Most stones will pass spontaneously without intervention given enough time. Conservative management involves hydration, analgesics and the use of a class of medications known as alpha-blockers that can help facilitate stone passage by relaxing the ureteral smooth muscle. As long as the pain is manageable and there is progressive movement of the stone seen on imaging studies, conservative management can continue to be an option.

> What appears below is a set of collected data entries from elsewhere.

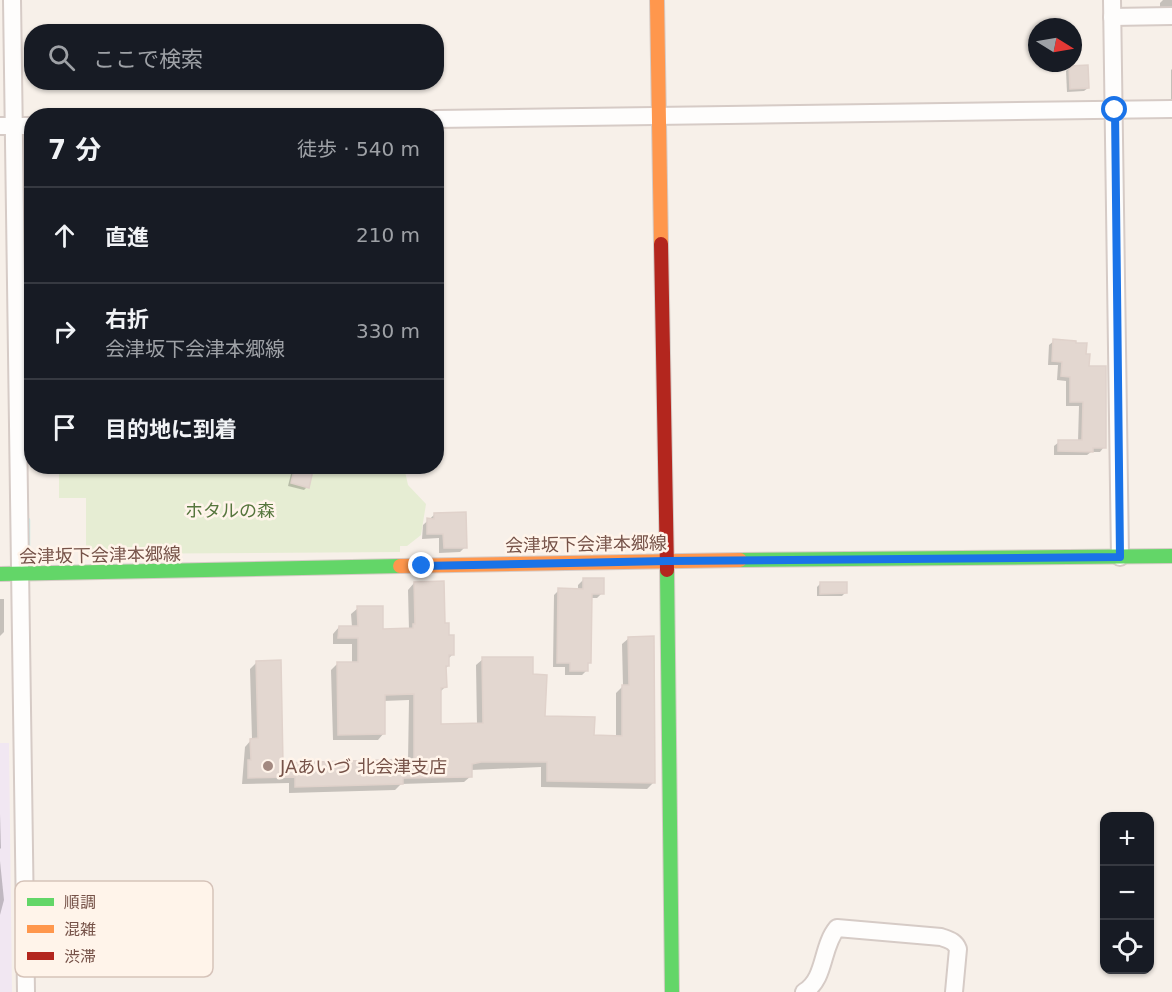 <!DOCTYPE html>
<html lang="ja">
<head>
<meta charset="utf-8">
<style>
	body { margin:0; font-family:"DejaVu Sans","Noto Sans JP",sans-serif; background:#242831; color:#f1f3f6 }
	.controls { position:absolute; right:18px; bottom:18px; display:grid; overflow:hidden; border-radius:12px; box-shadow:0 2px 4px #0004 }
	.controls button { width:54px; height:54px; display:grid; place-items:center; padding:0; border:0; border-bottom:2px solid #363941; background:#171b24; color:#f1f3f6; font:30px sans-serif }
	.compass { position:absolute; left:1028px; top:18px; width:54px; height:54px; border-radius:50%; background:#171b24; box-shadow:0 2px 4px #0004; rotate:101deg }
	.stop { position:absolute; width:18px; height:18px; margin:-14px; border:4px solid #1a73e8; border-radius:50%; background:#fff }
	.stop.end { background:#1a73e8; border-color:#fff; box-shadow:0 2px 6px #0008 }
	.list { margin:0; padding:0; list-style:none }
	h2 { display:flex; justify-content:space-between; align-items:center; height:78px; margin:0; padding:0 24px; font-size:26px }
	h2 small { font-size:20px; font-weight:400; color:#9ea1a6 }
	.list li { display:grid; grid-template-columns:39px 1fr auto; gap:18px; align-items:center; box-sizing:border-box; height:96px; padding:0 24px; border-top:2px solid #363941 }
	.list b { display:block; font-size:22px; white-space:nowrap }
	.list p { margin:0; font-size:20px; white-space:nowrap; color:#9ea1a6 }
	.list em { font-size:20px; font-style:normal; color:#9ea1a6 }
	.icon { flex:none; width:33px; height:33px; fill:none; stroke:currentColor; stroke-width:2; stroke-linecap:round; stroke-linejoin:round }
	.map { position:relative; flex:none; width:1172px; height:992px; overflow:hidden }
	.search { position:absolute; background:#171b24; box-shadow:0 2px 4px #0004; left:24px; top:24px; width:420px; height:66px; display:flex; align-items:center; gap:15px; box-sizing:border-box; padding:0 21px; border-radius:24px; color:#9ea1a6; font-size:22px }
	.panel { position:absolute; background:#171b24; box-shadow:0 2px 4px #0004; left:24px; top:108px; width:420px; height:366px; border-radius:24px }
	.map>svg:first-child { display:block }
	.education { fill:#f1e7f2 }
	.green { fill:#e6edd3 }
	.shadow { fill:#0003 }
	.lines { fill:none; stroke-linecap:round; stroke-linejoin:round }
	.stream { stroke:#caeae8; stroke-width:4.5 }
	.building { fill:#e3d7d0; stroke:#e0d2cb; stroke-width:1.5 }
	.street-casing { stroke:#d6cbc6; stroke-width:20 }
	.fast-casing { stroke:#d6cbc6; stroke-width:16 }
	.slow-casing { stroke:#d6cbc6; stroke-width:16 }
	.jam-casing { stroke:#d6cbc6; stroke-width:16 }
	.street { stroke:#fefdfc; stroke-width:16 }
	.fast { stroke:#63d668; stroke-width:14 }
	.slow { stroke:#ff974d; stroke-width:14 }
	.jam { stroke:#b3261e; stroke-width:14 }
	.route { stroke:#1a73e8; stroke-width:8 }
	.poi-dot { fill:#a38980; stroke:#fff4ea; stroke-width:2 }
	.labels { text-anchor:middle; dominant-baseline:central; stroke-width:5; stroke-linejoin:round; paint-order:stroke }
	.park-label { font-size:18px; fill:#56763d; stroke:#fff4ea }
	.street-label { font-size:18px; fill:#765248; stroke:#fff4ea }
	.poi-label { font-size:18px; fill:#765248; stroke:#fff4ea; text-anchor:start }
	.key { fill:#fff4ea; stroke:#d6c3b9; stroke-width:1.5 }
	.key-label { font-size:16px; fill:#765248 }
</style>
</head>
<body>
<div class="map">
<svg width="1172" height="992" viewBox="0 0 1172 992">
	<rect width="100%" height="100%" fill="#f7f0e9"/>
	<polygon class="education" points="0,743 9,743 12,992 0,992"/>
	<g class="green">
		<polygon points="26,132 31,132 31,221 28,221"/>
		<polygon points="59,467 404,467 408,485 426,504 421,535 407,546 400,546 400,552 86,554 86,498 59,498"/>
	</g>
	<g class="shadow">
		<polygon points="1163,0 1172,0 1172,9 1160,8 1160,3"/>
		<polygon points="1069,68 1088,88 1084,91 1067,92 1066,71"/>
		<polygon points="1172,69 1172,104 1171,104 1171,70"/>
		<polygon points="1054,341 1085,355 1104,447 1100,452 1091,452 1087,455 1054,455 1054,446 1059,442 1078,441 1079,406 1066,406 1066,381 1057,380 1058,365 1048,365 1049,345"/>
		<polygon points="293,466 313,466 307,487 304,490 288,486"/>
		<polygon points="434,515 465,547 460,552 439,553 439,538 422,539 423,525"/>
		<polygon points="583,580 602,593 597,598 591,598 589,662 587,665 587,670 582,675 565,675 565,667 553,667 554,595 559,590 578,590 578,585"/>
		<polygon points="414,583 444,625 453,654 448,659 448,666 445,669 445,687 439,693 440,725 477,725 476,665 483,659 532,676 544,718 593,737 616,737 616,693 623,686 622,644 629,638 654,782 647,789 541,787 541,767 471,770 471,776 464,782 401,784 395,790 289,793 289,783 242,784 245,747 252,739 250,669 256,663 282,764 408,761 409,700 383,701 384,733 378,740 333,740 331,670 338,663 352,663 352,644 333,644 333,634 339,627 352,627 351,614 358,608 382,630 409,630 408,590"/>
		<polygon points="820,584 845,593 842,596 817,596 817,587"/>
		<polygon points="0,599 4,599 4,632 0,636"/>
		<polygon points="0,813 1,848 0,849"/>
		<polygon points="0,861 4,900 0,915"/>
	</g>
	<g class="lines">
		<g class="stream">
			<polyline points="25,345 32,345"/>
			<polyline points="28,520 28,556"/>
		</g>
	</g>
	<g class="building">
		<polygon points="1088,65 1089,88 1070,89 1069,66"/>
		<polygon points="1053,339 1076,341 1076,343 1087,343 1086,354 1090,354 1089,366 1106,366 1106,448 1093,448 1093,452 1058,451 1058,440 1082,440 1083,402 1070,402 1070,377 1061,376 1062,362 1052,361"/>
		<polygon points="295,466 314,466 309,488 291,483"/>
		<polygon points="466,512 467,548 444,548 443,534 427,534 427,518 434,519 434,513"/>
		<polygon points="583,578 604,578 604,594 592,594 591,663 588,663 588,671 570,671 570,663 557,663 558,588 583,589"/>
		<polygon points="444,581 445,623 449,623 449,635 454,635 454,655 449,655 449,666 446,666 447,687 441,688 441,724 483,723 482,657 533,657 533,674 547,675 545,716 595,717 594,735 622,736 622,685 629,685 628,637 654,636 655,783 547,781 547,762 481,762 472,764 472,777 403,778 403,784 295,787 295,777 248,778 248,760 251,760 250,739 258,738 256,661 281,660 283,763 414,759 414,694 385,695 385,734 338,735 337,662 358,662 358,638 338,638 339,626 358,626 357,606 383,606 383,629 413,628 413,624 415,624 414,582"/>
		<polygon points="820,582 847,582 847,593 820,594"/>
	</g>
	<g class="lines">
		<g class="street-casing">
			<g id="street">
				<polyline points="12,0 26,992"/>
				<polyline points="1112,0 1120,557"/>
				<polyline points="1112,17 1172,16"/>
				<polyline points="436,119 1172,109"/>
				<polyline points="0,126 32,126"/>
				<path d="M804,992C826,979 821,947 837,928L941,937C949,940 955,941 958,949L954,992"/>
			</g>
		</g>
		<g class="fast-casing">
			<g id="fast">
				<polyline points="740,560 1172,556"/>
				<polyline points="667,570 672,992"/>
				<polyline points="0,574 400,566"/>
			</g>
		</g>
		<g class="slow-casing">
			<g id="slow">
				<polyline points="657,0 661,244"/>
				<polyline points="400,566 740,560"/>
			</g>
		</g>
		<g class="jam-casing">
			<polyline id="jam" points="661,244 667,570"/>
		</g>
		<use href="#street" class="street"/>
		<use href="#fast" class="fast"/>
		<use href="#slow" class="slow"/>
		<use href="#jam" class="jam"/>
	</g>
	<g class="lines">
		<polyline class="route" points="422,566 667,561 1120,557 1115,110"/>
	</g>
	<circle class="poi-dot" cx="268" cy="766" r="6"/>
	<g class="labels">
		<g class="park-label">
			<text x="230" y="510">ホタルの森</text>
		</g>
		<g class="street-label">
			<text transform="translate(586 544) rotate(-1)">会津坂下会津本郷線</text>
			<text transform="translate(100 555) rotate(-1)">会津坂下会津本郷線</text>
		</g>
		<g class="poi-label">
			<text x="280" y="766">JAあいづ 北会津支店</text>
		</g>
	</g>
	<rect x="15" y="881" width="198" height="96" rx="9" class="key"/>
	<rect x="27" y="898" width="27" height="8" fill="#63d668"/>
	<rect x="27" y="925" width="27" height="8" fill="#ff974d"/>
	<rect x="27" y="952" width="27" height="8" fill="#b3261e"/>
	<g class="key-label">
		<text x="64" y="908">順調</text>
		<text x="64" y="935">混雑</text>
		<text x="64" y="962">渋滞</text>
	</g>
</svg>
<div class="controls">
<button>+</button>
<button>−</button>
<button><svg class="icon" aria-label="locate" viewBox="0 0 24 24"><circle cx="12" cy="12" r="6"/><path d="M12 2v4M12 18v4M2 12h4M18 12h4"/></svg></button>
</div>
<svg class="compass" viewBox="-18 -18 36 36"><path d="M0-13l5 13h-10z" fill="#e53935"/><path d="M0 13l5-13h-10z" fill="#9ea1a6"/></svg>
<div class="stop" style="left:1115px;top:110px"></div>
<div class="stop end" style="left:422px;top:566px"></div>
<div class="search"><svg class="icon" aria-label="search" viewBox="0 0 24 24"><circle cx="10" cy="10" r="6"/><path d="M15 15l6 6"/></svg>ここで検索</div>
<section class="panel">
<h2>7 分<small>徒歩 · 540 m</small></h2>
<ul class="list">
<li><svg class="icon" aria-label="ahead" viewBox="0 0 24 24"><path d="M12 20V5M6 11l6-6 6 6"/></svg><div><b>直進</b></div><em>210 m</em></li>
<li><svg class="icon" aria-label="right" viewBox="0 0 24 24"><path d="M7 20v-9h11M14 6l5 5-5 5"/></svg><div><b>右折</b><p>会津坂下会津本郷線</p></div><em>330 m</em></li>
<li><svg class="icon" aria-label="arrive" viewBox="0 0 24 24"><path d="M6 21V4h12l-3 4 3 4H6"/></svg><div><b>目的地に到着</b></div></li>
</ul>
</section>
</div>
</body>
</html>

Intervention is mandated under the following circumstances: intolerable pain; refractory nausea and vomiting with dehydration; larger stones that are not likely to pass; failure of a stone to pass after a reasonable amount of time; significant obstruction of the kidney; a high fever from a kidney infection that does not respond to antibiotics; a solitary kidney; and certain occupations that cannot risk impaired functions such as an airline pilot.
There are a number of minimally invasive means of treating kidney stones depending upon the size of the stone, its location, and the degree of obstruction of the urinary tract. Gone are the days when treating a kidney stone required a painful incision and a prolonged stay in the hospital. Shockwave lithotripsy is commonly used to treat stones in the kidney or upper ureter. Typically done under intravenous sedation, shockwave lithotripsy uses shock waves directed at the kidney stone via x-ray guidance to fragment the stones into pieces that are small enough so that they then can then pass down the ureter, into the bladder and out the urethra with the act of urinating.

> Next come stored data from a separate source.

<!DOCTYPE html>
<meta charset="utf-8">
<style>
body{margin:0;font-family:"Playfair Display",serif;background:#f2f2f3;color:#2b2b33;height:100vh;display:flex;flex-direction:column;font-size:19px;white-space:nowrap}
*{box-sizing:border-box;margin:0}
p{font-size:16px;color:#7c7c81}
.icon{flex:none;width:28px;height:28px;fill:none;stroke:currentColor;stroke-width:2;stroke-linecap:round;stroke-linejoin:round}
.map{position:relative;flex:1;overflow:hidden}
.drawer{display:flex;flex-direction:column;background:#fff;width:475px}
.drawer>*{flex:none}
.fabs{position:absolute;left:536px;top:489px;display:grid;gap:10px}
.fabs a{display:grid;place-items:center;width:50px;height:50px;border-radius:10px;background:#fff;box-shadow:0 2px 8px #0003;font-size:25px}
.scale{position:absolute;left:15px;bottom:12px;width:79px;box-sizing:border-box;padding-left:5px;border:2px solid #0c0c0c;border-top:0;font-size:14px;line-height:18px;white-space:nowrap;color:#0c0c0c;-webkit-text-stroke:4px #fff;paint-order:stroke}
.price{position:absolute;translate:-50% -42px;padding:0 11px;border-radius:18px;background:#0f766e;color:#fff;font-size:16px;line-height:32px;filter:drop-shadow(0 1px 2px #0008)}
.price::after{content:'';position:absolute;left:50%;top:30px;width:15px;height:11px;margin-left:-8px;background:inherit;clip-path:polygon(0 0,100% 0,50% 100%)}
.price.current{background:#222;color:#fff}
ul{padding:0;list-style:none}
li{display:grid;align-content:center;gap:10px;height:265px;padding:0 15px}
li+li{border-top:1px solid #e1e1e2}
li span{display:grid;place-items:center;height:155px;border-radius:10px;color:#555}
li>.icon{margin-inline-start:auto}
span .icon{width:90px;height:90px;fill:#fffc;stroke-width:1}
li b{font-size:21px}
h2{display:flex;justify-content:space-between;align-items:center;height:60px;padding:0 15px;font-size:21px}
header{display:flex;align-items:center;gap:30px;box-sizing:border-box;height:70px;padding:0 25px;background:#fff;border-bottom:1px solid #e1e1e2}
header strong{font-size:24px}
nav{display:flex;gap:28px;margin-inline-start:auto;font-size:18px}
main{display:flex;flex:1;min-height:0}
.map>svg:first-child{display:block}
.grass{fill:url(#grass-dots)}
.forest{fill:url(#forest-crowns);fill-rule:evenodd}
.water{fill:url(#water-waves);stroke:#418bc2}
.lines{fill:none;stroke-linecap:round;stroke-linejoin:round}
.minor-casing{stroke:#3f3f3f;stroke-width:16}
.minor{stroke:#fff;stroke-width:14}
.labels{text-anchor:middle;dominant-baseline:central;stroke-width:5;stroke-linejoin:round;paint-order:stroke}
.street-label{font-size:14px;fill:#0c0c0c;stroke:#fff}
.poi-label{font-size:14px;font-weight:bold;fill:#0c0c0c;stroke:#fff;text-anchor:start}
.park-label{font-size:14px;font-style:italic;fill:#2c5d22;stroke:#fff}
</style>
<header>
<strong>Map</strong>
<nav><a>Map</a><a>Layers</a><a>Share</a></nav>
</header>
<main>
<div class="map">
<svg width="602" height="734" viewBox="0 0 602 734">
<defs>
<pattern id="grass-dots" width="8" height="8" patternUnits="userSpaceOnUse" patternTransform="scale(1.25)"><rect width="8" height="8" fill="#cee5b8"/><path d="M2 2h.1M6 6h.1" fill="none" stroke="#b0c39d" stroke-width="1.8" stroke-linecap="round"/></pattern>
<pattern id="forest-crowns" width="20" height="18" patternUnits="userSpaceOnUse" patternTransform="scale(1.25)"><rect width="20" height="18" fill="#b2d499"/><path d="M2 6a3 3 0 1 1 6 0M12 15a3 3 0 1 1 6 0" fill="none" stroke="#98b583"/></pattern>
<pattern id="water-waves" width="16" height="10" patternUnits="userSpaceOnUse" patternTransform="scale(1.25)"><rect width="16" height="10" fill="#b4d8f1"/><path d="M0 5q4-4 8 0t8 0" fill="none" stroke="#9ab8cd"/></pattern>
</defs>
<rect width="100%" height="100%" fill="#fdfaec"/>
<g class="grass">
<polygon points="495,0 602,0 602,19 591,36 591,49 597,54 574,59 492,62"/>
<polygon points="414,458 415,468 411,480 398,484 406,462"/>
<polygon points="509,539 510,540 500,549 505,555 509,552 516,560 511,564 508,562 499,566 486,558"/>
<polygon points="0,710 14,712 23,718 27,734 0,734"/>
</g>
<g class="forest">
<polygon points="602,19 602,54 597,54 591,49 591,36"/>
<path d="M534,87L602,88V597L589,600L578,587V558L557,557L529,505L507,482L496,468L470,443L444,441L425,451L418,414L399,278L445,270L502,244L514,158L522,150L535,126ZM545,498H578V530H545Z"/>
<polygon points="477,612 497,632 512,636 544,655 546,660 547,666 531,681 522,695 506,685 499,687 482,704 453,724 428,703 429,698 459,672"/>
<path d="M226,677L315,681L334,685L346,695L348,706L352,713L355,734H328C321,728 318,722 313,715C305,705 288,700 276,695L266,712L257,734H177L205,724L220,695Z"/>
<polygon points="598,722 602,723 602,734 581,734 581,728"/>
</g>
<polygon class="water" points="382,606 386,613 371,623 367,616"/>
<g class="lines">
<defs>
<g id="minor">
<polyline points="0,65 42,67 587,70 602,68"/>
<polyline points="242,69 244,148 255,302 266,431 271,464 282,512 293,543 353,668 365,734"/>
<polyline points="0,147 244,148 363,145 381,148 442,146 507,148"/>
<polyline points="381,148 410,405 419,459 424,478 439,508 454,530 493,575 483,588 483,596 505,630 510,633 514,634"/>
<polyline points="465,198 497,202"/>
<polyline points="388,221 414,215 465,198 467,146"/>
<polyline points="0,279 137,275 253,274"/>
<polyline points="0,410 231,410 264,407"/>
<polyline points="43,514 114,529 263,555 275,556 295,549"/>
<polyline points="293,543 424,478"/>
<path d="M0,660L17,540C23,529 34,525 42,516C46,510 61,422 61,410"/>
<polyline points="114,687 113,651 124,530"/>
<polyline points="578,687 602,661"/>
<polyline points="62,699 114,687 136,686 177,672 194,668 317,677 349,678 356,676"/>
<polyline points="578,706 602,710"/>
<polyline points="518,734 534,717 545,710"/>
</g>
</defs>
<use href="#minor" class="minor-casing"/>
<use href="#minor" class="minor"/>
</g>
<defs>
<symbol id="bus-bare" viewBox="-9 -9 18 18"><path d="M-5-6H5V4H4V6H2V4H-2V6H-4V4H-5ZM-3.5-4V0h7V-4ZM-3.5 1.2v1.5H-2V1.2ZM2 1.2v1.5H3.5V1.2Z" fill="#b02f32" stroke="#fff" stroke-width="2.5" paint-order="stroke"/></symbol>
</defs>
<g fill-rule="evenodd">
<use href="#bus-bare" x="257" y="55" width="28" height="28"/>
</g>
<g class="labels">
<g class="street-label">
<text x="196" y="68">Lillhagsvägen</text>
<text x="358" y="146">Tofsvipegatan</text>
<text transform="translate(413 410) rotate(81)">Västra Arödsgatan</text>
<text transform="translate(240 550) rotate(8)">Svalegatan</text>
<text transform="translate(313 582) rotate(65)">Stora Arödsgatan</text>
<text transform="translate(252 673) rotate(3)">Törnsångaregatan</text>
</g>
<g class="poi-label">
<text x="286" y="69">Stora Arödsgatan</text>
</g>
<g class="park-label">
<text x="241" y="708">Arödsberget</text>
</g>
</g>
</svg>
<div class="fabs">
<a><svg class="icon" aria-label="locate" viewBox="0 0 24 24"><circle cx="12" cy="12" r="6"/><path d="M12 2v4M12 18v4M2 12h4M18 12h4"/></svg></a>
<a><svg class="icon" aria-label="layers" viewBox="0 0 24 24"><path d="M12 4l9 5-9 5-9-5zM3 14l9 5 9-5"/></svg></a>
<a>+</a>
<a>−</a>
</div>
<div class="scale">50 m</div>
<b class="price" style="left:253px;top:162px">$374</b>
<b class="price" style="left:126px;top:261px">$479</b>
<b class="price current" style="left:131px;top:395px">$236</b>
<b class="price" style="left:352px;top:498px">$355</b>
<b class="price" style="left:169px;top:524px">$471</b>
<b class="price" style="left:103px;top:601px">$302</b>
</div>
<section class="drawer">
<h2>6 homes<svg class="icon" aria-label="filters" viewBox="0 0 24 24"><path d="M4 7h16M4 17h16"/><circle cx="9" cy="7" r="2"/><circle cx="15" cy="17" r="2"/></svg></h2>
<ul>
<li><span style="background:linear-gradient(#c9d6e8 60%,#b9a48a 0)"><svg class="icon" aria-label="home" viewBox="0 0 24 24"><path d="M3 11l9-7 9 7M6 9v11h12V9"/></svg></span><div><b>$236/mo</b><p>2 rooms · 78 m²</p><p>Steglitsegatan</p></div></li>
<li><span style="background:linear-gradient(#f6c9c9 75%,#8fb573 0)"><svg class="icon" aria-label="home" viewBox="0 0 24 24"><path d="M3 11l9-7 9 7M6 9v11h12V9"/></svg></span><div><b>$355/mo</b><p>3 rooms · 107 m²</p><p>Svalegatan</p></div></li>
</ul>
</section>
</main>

Another means of managing stones, particularly amenable to stones in the lower ureter but also applicable to any stone, is ureteroscopy and laser lithotripsy. This procedure is done under general anesthesia. A narrow lighted instrument known as a ureteroscope is passed up the ureter to visualize the stone under direct vision. A laser fiber is then utilized to break the stone into tiny particles. The largest fragments are removed using a special basket. A ureteral stent is often left in place after this procedure to allow the ureter to heal as well as to prevent obstruction of the kidney.
What are the risk factors?
You are at high risk for kidney stones if you:
- Don’t drink enough fluids
- Have an occupation that requires working in hot environments
- Exercise strenuously without maintaining adequate hydration
- Are a male, since the male to female ratio of kidney stone incidence is 3:1
- Had a previous kidney stone, since about 50% of people who have a stone will experience a recurrence
- Have a family history of kidney stones
- Have a urinary tract obstruction
- Have an excessive intake of oxalate, calcium, salt, protein and fat
- Take excessive amounts of vitamin C, A, and D
- Have an intestinal malabsorption
- Have gout
- Have parathyroid disease
Can kidney stones be prevented?
The key to preventing kidney stones is to stay well hydrated, particularly when exposed to hot environments or when exercising for prolonged periods of time. It is also important to avoid overdoing it with certain vitamins—particularly vitamin C. The two biggest risk factors for kidney stones are, in fact, dehydration and excessive intake of vitamin C. Chances are that if you have a healthy diet, you have more than adequate intake of vitamin C and any extra is potentially dangerous. A good sign of adequate hydration is the color of your urine: the urine of a well-hydrated person will look light in color like lemonade, whereas the urine of a dehydrated person will look like apple juice.
So drink up, particularly on hot days…and squeeze some citrus fruit into your water instead of popping a vitamin C supplement…your kidneys will thank you!